Gazetede yayınlanan röportajı okurken gözlerime inanamadım. Sanatçı, yönetmen gibi unvanlarına şimdi de milletvekili unvanı eklemek isteyen Osman Yağmurdereli’nin, kendisine, seçimlere ilişkin söyledikleri silindi gitti. Aklımda kalan sadece çocuk sahibi olamadıkları için birçok yöntem denedikleri ve yine de olmadığı. Evlat edinmeyi ise hiç düşünmemiş. Çünkü bir çocuğun soyu onun için önemliymiş.
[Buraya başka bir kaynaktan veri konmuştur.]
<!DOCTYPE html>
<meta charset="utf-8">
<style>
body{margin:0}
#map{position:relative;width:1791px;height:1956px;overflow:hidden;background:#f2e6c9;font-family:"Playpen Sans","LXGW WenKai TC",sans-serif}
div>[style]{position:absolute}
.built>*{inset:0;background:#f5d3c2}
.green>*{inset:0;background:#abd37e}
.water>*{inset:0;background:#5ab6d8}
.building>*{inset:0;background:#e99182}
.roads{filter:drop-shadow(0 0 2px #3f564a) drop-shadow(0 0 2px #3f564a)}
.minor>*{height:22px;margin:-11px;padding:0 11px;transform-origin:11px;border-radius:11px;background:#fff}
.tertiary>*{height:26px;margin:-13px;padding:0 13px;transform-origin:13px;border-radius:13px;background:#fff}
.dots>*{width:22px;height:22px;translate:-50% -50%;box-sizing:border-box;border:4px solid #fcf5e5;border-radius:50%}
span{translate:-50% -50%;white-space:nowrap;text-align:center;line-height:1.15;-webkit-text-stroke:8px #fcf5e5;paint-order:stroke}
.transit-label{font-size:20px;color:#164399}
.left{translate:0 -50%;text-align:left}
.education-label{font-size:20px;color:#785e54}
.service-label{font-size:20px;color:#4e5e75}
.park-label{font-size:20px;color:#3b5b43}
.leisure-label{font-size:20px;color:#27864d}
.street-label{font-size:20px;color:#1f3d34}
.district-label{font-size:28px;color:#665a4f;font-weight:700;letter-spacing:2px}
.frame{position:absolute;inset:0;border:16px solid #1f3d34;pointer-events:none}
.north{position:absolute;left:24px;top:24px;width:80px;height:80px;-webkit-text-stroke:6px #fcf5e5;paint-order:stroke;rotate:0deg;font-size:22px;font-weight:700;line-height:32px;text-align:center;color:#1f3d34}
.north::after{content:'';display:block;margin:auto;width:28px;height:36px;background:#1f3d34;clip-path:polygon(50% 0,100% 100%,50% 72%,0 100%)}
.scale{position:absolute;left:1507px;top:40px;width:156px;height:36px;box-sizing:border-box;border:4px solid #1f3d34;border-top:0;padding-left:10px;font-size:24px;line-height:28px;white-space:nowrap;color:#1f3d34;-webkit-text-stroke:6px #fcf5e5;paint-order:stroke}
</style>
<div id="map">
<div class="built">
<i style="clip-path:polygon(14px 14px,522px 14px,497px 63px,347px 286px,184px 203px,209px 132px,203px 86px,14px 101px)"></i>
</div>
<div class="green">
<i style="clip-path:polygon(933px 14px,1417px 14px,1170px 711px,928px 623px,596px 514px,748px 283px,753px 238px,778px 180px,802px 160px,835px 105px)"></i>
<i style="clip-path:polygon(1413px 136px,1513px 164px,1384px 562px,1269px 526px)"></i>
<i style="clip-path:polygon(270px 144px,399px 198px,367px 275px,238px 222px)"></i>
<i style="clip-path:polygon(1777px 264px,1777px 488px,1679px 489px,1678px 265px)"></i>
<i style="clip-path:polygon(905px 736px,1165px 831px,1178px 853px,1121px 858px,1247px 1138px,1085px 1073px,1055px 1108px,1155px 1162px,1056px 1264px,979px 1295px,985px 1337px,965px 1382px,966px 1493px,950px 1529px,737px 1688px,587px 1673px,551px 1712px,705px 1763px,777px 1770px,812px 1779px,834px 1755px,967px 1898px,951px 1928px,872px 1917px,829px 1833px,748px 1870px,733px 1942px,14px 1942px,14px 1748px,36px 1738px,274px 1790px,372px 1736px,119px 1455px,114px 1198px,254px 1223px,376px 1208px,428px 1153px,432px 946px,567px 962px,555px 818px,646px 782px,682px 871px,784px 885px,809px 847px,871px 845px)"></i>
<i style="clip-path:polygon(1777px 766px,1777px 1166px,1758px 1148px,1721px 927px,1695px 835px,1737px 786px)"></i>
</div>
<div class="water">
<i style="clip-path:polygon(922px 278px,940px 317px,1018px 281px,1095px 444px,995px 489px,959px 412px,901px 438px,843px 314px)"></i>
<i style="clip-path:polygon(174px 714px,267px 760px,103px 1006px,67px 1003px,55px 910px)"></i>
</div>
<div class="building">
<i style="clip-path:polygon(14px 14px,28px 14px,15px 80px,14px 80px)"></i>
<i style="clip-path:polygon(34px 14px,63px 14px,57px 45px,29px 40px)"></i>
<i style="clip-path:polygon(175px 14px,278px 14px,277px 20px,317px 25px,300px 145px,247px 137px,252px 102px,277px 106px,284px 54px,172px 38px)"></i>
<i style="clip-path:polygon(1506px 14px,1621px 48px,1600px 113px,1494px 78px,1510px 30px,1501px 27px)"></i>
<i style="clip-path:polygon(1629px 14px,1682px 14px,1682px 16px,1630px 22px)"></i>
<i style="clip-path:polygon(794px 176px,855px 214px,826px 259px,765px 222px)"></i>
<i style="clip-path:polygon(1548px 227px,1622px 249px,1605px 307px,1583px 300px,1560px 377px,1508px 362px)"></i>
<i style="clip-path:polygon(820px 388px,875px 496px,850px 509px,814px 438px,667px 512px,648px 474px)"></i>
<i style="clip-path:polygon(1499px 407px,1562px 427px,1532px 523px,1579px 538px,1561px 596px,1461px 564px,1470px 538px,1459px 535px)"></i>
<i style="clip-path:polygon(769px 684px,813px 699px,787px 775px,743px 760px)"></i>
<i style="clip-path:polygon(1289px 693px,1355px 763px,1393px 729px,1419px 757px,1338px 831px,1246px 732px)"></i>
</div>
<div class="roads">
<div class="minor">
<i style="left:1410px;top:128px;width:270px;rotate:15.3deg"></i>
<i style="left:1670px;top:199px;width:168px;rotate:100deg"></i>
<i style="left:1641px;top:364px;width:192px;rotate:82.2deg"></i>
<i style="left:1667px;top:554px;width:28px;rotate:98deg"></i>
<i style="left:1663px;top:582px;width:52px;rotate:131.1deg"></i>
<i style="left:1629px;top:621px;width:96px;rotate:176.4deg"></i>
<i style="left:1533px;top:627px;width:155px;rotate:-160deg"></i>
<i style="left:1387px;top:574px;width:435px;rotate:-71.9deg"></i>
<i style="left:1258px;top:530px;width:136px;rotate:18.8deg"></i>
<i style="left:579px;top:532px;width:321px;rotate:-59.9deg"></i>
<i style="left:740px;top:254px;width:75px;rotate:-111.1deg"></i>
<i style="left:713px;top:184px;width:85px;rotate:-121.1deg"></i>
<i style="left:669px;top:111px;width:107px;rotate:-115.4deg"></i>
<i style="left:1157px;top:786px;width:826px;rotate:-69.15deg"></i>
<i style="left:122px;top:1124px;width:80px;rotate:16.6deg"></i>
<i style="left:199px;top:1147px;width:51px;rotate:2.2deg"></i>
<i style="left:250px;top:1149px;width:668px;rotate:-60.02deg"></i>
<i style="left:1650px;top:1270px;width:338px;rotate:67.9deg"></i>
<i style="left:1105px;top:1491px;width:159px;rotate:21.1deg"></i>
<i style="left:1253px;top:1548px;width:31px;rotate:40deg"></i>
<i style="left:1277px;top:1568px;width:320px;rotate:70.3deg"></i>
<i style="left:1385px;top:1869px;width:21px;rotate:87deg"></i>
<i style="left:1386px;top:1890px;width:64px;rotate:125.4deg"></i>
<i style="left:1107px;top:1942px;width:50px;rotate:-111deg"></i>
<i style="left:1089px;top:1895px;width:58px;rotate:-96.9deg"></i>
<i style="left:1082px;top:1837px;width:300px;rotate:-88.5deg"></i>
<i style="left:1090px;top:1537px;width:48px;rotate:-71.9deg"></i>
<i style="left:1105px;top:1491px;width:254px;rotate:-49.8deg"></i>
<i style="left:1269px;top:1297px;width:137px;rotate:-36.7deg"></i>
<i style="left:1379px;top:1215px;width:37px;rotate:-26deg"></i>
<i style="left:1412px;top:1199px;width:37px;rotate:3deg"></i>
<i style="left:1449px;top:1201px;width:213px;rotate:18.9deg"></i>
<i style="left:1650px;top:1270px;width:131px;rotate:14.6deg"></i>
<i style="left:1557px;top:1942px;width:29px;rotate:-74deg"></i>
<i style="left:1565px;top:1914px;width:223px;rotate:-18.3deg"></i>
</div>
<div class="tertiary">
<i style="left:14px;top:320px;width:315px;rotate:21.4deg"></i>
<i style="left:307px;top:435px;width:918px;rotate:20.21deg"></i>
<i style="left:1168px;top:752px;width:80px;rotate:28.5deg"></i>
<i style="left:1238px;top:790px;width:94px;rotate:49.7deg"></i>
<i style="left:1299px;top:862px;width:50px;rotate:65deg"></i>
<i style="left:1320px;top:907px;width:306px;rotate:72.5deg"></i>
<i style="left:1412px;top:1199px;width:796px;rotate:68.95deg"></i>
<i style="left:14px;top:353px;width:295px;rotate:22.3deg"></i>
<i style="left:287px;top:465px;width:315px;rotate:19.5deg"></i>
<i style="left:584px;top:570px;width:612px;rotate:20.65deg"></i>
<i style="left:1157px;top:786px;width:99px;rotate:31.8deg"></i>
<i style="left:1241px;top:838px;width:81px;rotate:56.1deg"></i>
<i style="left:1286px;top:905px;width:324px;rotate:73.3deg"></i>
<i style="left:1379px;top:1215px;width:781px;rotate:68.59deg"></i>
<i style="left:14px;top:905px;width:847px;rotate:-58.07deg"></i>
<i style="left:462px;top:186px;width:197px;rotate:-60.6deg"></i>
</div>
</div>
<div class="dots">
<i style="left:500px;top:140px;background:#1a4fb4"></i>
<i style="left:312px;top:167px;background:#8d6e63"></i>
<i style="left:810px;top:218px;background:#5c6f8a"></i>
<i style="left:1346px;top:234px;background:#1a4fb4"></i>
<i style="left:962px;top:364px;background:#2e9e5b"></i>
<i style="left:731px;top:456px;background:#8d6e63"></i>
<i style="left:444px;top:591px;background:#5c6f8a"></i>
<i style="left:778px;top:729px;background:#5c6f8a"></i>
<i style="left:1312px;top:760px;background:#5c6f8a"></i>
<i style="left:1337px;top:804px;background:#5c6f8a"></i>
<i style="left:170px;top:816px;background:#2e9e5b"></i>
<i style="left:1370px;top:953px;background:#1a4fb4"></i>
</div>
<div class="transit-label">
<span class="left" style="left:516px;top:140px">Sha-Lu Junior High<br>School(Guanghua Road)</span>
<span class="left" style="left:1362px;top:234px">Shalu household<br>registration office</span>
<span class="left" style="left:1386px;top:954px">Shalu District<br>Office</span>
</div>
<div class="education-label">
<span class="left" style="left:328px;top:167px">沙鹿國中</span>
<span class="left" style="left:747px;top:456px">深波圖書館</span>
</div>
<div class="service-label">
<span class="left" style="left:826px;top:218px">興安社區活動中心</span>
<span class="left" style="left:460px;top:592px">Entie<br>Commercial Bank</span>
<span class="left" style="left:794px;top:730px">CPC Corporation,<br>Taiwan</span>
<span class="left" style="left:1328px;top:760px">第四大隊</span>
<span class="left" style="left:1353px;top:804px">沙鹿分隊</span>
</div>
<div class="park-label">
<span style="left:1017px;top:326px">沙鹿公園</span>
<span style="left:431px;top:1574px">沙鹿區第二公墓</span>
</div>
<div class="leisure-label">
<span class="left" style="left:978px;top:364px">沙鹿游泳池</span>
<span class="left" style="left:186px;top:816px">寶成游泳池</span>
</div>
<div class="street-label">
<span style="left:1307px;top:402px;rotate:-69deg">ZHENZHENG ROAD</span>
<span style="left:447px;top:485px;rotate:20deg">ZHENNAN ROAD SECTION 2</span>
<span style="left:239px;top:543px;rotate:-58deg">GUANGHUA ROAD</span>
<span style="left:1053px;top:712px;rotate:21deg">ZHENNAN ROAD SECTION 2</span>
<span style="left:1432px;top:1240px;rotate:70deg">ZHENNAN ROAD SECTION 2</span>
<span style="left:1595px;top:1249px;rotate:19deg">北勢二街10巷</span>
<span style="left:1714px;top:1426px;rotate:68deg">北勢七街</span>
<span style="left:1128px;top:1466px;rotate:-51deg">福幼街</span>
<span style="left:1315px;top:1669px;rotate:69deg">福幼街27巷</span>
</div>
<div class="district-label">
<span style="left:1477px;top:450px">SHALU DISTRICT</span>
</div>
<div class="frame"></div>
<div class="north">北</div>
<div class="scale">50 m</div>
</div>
İlk düşündüğüm, bu düşüncelerle iyi ki bir çocuğun babası olmaya çalışmamış oldu. Diğer yandan, kişisel düşüncelerine karışmak, olanaksız. Ama bunu bir gazetede söyleyince artık tartışmaya açıktır. Toplumun önde gelenleri, ya da en azından gazetelerde boy göstermeyi şu ya da bu şekilde becerdikleri için tanınmış olanları, konuşurken düşünmek zorundadır. İsminizin başına sanatçı unvanını koyduğunuz zaman, olmazsanız bile öyle davranmaya çalışmak zorundasınız. Hele toplumun yönetiminde söz sahibi olmak için siyaset yapıyorsanız, kişisel isteklerinizi, kaygınızı, öfkenizi, kısaca duygularınızı kontrol etmekle yükümlüsünüz. Çünkü toplum sizi izliyor ve iddianız insanlar üzerinde etkili olmak. Dünyada ve Türkiye’de bu kadar kimsesiz, aileye, anne-babaya ihtiyaç duyan çocuk varken evlat edinme hakkında basına yanlış ve olumsuz sözler söyleme hakkınız yoktur. Çocuk sahibi olamayabilirsiniz, hatta bir çocuğu dünyaya kim getirmiş olursa olsun iyi yetiştiremeyeceğinizi, anne-babalık yapamayacağınızı, sevemeyeceğinizi hissedebilir ve evlat edinmeye de bilirsiniz. Kendinizi tanımanız ve kararlarınızı bu şekilde almanıza saygı duyulur. Ama eğer sanatçı olduğunuzu, uzman olduğunuzu, önemli olduğunuzu iddia ediyor, hele de milletin vekili olmaya girişiyorsanız, bunu başarabilecek insanların akıllarını karıştırmaya, kötü örnek olmaya, çocukların yuva bulmalarını engellemeye hakkınız yoktur.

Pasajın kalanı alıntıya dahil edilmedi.